── Data for analysis

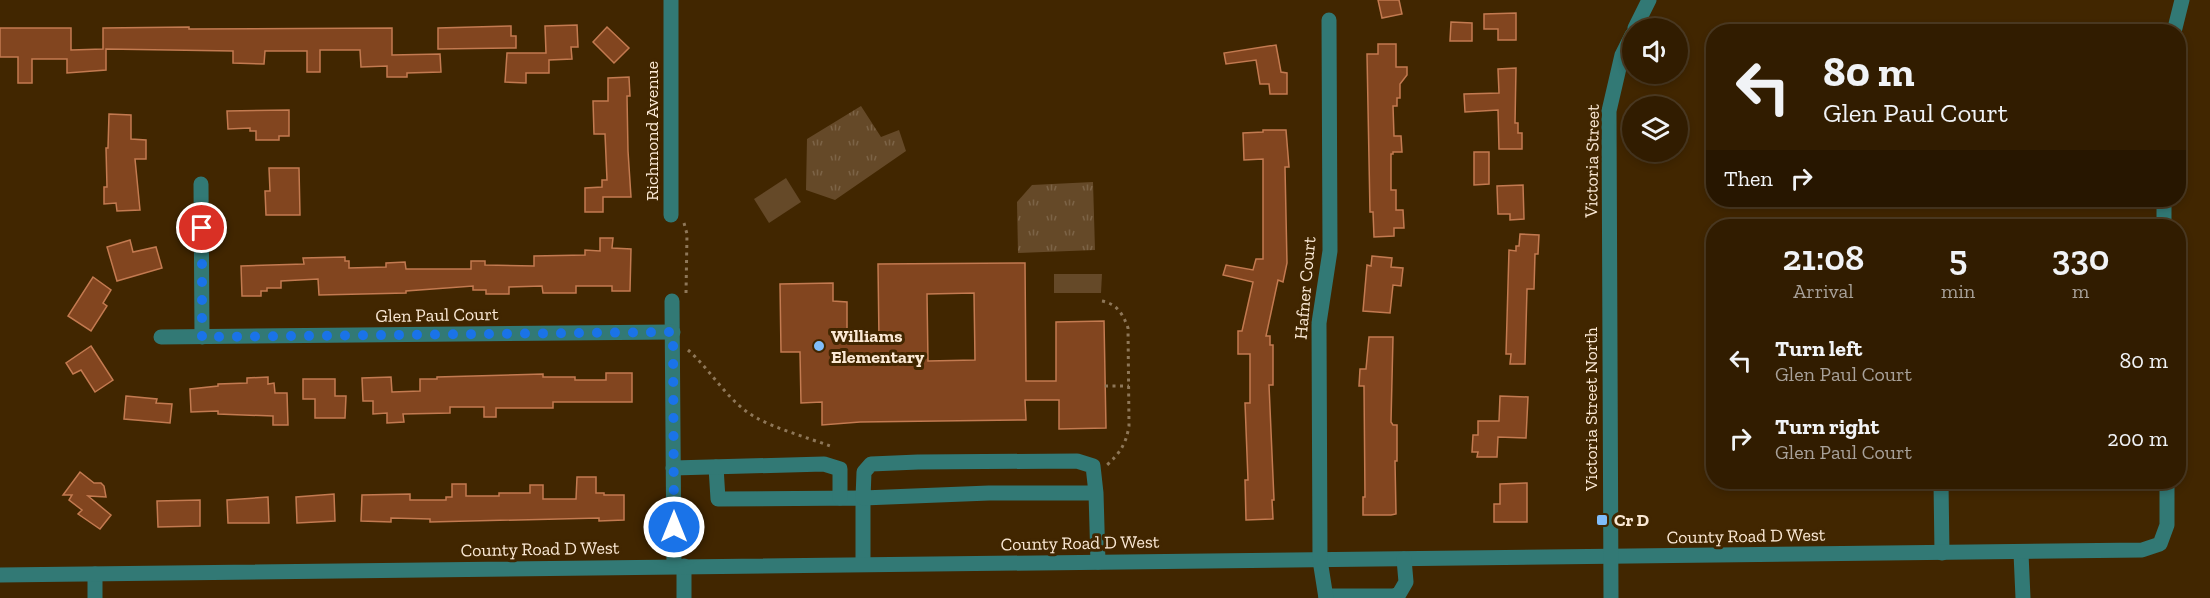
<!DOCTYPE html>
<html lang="en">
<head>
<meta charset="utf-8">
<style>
  body { margin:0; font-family:"Zilla Slab",serif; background:#3d290f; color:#f1f3f6; height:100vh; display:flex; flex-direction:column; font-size:22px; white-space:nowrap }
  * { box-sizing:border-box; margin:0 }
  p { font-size:20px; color:#a8a199 }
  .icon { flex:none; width:33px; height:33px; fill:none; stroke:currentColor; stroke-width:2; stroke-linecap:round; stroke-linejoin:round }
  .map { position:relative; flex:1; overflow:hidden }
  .drawer { position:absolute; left:1706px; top:219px; width:480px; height:270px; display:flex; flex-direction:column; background:#311c00; border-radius:24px; box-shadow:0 3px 9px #0003,0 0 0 2px #4c3a22 }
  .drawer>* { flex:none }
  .hud { position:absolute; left:1706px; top:24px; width:480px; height:183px; border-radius:24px; box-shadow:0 3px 9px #0003,0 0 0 2px #4c3a22; background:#311c00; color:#f1f3f6; overflow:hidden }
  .fabs { position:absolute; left:1622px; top:18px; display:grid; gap:12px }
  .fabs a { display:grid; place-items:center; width:66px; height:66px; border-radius:50%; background:#311c00; box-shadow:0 3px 9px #0003,0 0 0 2px #4c3a22; font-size:30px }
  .pin { position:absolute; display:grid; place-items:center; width:51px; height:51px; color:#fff; margin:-26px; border:3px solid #fff; border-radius:50%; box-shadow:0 2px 6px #0007 }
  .me { position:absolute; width:66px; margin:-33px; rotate:0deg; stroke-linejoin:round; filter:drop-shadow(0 0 4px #0008) }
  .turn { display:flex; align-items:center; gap:21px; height:126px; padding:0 18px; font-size:27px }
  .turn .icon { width:78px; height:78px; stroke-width:2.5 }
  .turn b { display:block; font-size:42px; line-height:51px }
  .then { display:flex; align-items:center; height:57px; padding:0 18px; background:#0003; gap:12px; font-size:22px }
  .eta { display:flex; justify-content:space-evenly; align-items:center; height:102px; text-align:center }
  .eta b { font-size:36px; font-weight:600; line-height:42px }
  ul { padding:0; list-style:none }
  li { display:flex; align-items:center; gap:18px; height:78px; padding:0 18px }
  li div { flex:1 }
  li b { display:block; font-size:22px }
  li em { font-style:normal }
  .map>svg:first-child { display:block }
  .grass { fill:url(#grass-tufts) }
  .pitch { fill:#654928 }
  .building { fill:#82451f; stroke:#c37a50; stroke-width:1.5; fill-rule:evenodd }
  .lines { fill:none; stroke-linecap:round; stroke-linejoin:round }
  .path { stroke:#8e7758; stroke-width:3; stroke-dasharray:3 4.5; stroke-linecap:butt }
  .minor { stroke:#327975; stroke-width:15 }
  .route { stroke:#1a73e8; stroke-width:10; stroke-dasharray:0 18 }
  .poi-dot { fill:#80bdfa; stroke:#412600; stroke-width:2 }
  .labels { text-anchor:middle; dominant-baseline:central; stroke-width:6; stroke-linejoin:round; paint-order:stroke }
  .street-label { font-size:18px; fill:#fbe9d5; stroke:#412600 }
  .poi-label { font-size:18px; font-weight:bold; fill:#fbe9d5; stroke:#412600; text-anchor:start }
</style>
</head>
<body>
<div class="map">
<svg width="2210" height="598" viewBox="0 0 2210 598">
  <defs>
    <pattern id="grass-tufts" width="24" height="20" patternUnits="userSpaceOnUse" patternTransform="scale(1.5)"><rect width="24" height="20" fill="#654928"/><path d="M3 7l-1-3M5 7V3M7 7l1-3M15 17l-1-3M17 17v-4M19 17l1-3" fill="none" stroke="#7c6346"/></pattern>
  </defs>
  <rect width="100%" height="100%" fill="#412600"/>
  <g class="grass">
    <path d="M861,106l20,31 18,-7 7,21 -71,49 -29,-10 1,-51z"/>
    <path d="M1093,182l2,68 -77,3 -1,-51 15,-17z"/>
  </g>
  <g class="pitch">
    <path d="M786,178l15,24 -32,21 -15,-24z"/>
    <path d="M1054,274h48l-1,19h-47z"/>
  </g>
  <g class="building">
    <path d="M1378,0h21l3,14 -20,4z"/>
    <path d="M1516,13v27h-18v-11h-14v-15z"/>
    <path d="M1451,22l21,1v18h-22z"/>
    <path d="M577,25l1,22h-7l1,12 -23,1v13h-23v10l-21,-1 2,-29h39l-1,-27z"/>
    <path d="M511,26v10h5v12l-78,1v-21z"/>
    <path d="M189,27v2l203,-1v27l48,-1 1,18 -34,1v4h-20v-11l-26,1 -1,-17h-40v22h-13v-21h-42l-1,13 -31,-1v-12l-127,-2v21l-39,3v-14h-35v24h-14v-26h-18v-29h71v22l32,-1v-21z"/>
    <path d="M607,27l22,21 -15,15 -21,-21z"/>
    <path d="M1378,44h18v23h11v8l-7,9v14h-3v8h-4l1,30h7l1,16h-9v2h-2v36h5v20h7l1,18h-10v8l-20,1 -1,-25h-3l-3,-158h11z"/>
    <path d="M1276,45l5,27 6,1v21h-17l-1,-10h-9l-4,-24 -30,4 -2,-11z"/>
    <path d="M1516,68l-1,55h3v10h4v16h-23l-1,-39 -33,2 -1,-18 35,-1 -1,-24z"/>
    <path d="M629,77l1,19h-3l1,55 3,46h-28v15h-18v-24l17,-1v-7h5l-2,-46h-11l-1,-33h15v-23z"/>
    <path d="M289,110v26h-10v4h-23v-9h-6v-3l-22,1 -1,-18z"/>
    <path d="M109,114l22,1v24l15,1v19h-11l5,51 -23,1 -1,-8 -12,1v-17h3l-1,-39h2z"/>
    <path d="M1263,130h23l3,37h-4l2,96 -4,19 -5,-2 -12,56h4v9h3v40h-4l5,115h-2l1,19 -27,1 -1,-40h3l-3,-77h5v-49h-12v-23h4l11,-49 -30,-7 3,-10 27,5 3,-11h7v-100l-19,1 -1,-27 20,-1z"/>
    <path d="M1474,152h15v32l-15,1z"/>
    <path d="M269,168h30l1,47h-34l-1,-24h5z"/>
    <path d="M1523,185l1,34 -14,1v-6h-12l-1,-28z"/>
    <path d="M1520,234l19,1 -1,19h-3l-1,35h-7l-2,75h-15l1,-10h-5l3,-104 7,1v-5h3z"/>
    <path d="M600,238h13l-1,10 19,1 -1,42h-18v-5h-36v7h-33l-1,-7 -33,1v7h-23v-4h-13v-4l-67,5v2l-87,2 -1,-16 -37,2v7h-14v3h-6v5h-19l-1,-30 63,-2 -1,-6 42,-1v4h4v7l37,-1v-4l19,-1 1,7h65v-8h14v4l49,1v-10l51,-1v-5l15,1z"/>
    <path d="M130,240l3,12 23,-5 6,21 -45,13 -10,-34z"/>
    <path d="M1372,256l20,2 -1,9 12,1 -2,18 -8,-1 -3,28 -27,-2 4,-46 4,1z"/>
    <path d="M1025,263l1,118h30v-59l48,-1 2,107 -47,1v-29h-34l1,20 -166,2 -38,3v-23l-21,1 -1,-51h-19l-1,-68 53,-1v18l14,1v38l32,-1 -1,-75zM974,293l1,67 -47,1 -1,-67z"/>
    <path d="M93,277l18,13 -8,13 4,3 -16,25 -23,-15z"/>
    <path d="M1369,337h24l-2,85 2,3h4v36h-2l1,53 -5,1h-28v-18h2l-1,-111h-5l1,-17h6z"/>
    <path d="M91,346l22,34 -18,12 -14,-22 -8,4 -7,-11z"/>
    <path d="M606,373h26v29h-79v6h-57v9h-12v-10h-34v6l-47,1 1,8 -17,1v-10l-14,1v-13h-10l-1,-23 29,-1 1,15 28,-1v-12h17v-2l106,-3v3h32v3h31z"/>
    <path d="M268,377v7l6,-1 1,10h12l1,32h-15v-9l-55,-2v-3l-27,1 -1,-23 28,-3v-2l29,-1v-5z"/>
    <path d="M303,379h32v17h11l-1,22h-30v-19h-12z"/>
    <path d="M126,396l31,3 -1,4 16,1 -2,19 -46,-4z"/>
    <path d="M1500,396l28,1 -2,41 -28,-1 -1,20h-20l1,-5h-6l1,-17h5v-14h21z"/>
    <path d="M80,472l14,11h7l3,3 2,11 -18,-1 23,19 -11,14 -22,-15 4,-4 -13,-10 3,-5h-9z"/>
    <path d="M577,477h19v16h8v2h20v25l-25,1v-3l-169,4v-3l-39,-1v4l-30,-1 1,-26 48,-1v6h36v-3h6v-13h14v12h33v-3h31v-8h13v14h33z"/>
    <path d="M1527,483v39h-33v-18h6v-20z"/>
    <path d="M334,494l1,27 -38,2 -1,-26z"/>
    <path d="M268,497l1,26h-41l-1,-23z"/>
    <path d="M200,500v26l-42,1 -1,-26z"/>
  </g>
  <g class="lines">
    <g class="path">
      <path d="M684,223l3,11 -1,60"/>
      <path d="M1102,301c15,3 21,13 26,27l1,98c-3,18 -9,27 -22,39"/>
      <path d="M688,350c23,20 40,52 67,67 21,12 51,20 75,29"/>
      <path d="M1105,386h24"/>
    </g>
    <g class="minor">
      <path d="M671,0v215"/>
      <path d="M1635,28l14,-28"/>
      <path d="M2174,32l8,-32"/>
      <path d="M201,184l1,153"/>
      <path d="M2164,200v26"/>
      <path d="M672,301l2,265"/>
      <path d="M161,337l512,-5"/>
      <path d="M716,467l2,32 145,-1v66"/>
      <path d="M673,468l151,-4 16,5v29"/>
      <path d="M1941,482l1,71"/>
      <path d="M1096,493l-3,-27 -16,-5 -159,1 -47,2 -7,8 -1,26 126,-5h107l2,69"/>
      <path d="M2021,553l2,45"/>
      <path d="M684,566v32"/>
      <path d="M95,574v24"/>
      <path d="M0,575l2142,-25 18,-6 7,-19v-43"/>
      <path d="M1326,596h67l6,-2 7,-12 -2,-23"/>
      <path d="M1326,598l-6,-38 -1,-237 11,-72 -1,-231"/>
      <path d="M1611,598l-2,-487 13,-56 10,-20"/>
    </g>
  </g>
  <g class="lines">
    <path class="route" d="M202,228v109l471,-5 1,195"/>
  </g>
  <g class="poi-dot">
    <circle cx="819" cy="346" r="6"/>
    <rect x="1596" y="514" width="12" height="12" rx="3"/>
  </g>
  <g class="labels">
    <g class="street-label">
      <text transform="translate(652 131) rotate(-90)">Richmond Avenue</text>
      <text transform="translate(1592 161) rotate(-89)">Victoria Street</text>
      <text transform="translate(1305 288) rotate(-85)">Hafner Court</text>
      <text transform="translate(437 315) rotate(-1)">Glen Paul Court</text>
      <text transform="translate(1591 409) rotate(-90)">Victoria Street North</text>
      <text transform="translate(1746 536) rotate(-1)">County Road D West</text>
      <text transform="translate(1080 543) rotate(-1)">County Road D West</text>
      <text transform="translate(540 549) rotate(-1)">County Road D West</text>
    </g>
    <g class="poi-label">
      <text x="831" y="336">Williams<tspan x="831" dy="21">Elementary</tspan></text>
      <text x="1614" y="520">Cr D</text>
    </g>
  </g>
</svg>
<div class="fabs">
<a><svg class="icon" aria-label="sound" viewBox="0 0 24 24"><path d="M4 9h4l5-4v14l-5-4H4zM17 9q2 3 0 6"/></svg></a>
<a><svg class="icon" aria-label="layers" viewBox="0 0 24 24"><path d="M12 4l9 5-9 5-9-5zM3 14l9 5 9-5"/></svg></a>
</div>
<div class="pin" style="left:202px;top:228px;background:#d93025"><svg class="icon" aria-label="arrive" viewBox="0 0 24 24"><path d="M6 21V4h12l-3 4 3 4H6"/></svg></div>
<svg class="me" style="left:674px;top:527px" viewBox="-20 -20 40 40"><circle r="17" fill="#1a73e8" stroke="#fff" stroke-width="3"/><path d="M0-11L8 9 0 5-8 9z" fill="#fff"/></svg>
<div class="hud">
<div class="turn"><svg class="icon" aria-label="left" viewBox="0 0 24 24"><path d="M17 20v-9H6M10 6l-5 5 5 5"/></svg><div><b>80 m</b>Glen Paul Court</div></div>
<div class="then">Then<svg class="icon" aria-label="right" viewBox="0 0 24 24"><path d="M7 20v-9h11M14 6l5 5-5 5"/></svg></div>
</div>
<section class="drawer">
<div class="eta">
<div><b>21:08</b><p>Arrival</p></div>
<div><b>5</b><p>min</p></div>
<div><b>330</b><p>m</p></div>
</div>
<ul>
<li><svg class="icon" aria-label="left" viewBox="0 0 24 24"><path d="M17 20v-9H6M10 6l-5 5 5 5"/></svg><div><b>Turn left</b><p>Glen Paul Court</p></div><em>80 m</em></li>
<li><svg class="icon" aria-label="right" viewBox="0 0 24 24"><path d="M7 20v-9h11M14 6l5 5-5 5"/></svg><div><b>Turn right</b><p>Glen Paul Court</p></div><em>200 m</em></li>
</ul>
</section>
</div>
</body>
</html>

────

_What you are asked to do_.
Look through the entries above and quote exactly the lines from the line with "display:flex; justify-content:space-evenly; align-items:center;" to the line with "display:flex; align-items:center; gap:18px;", counting both of those lines.

_Solution to this exercise_.
  .eta { display:flex; justify-content:space-evenly; align-items:center; height:102px; text-align:center }
  .eta b { font-size:36px; font-weight:600; line-height:42px }
  ul { padding:0; list-style:none }
  li { display:flex; align-items:center; gap:18px; height:78px; padding:0 18px }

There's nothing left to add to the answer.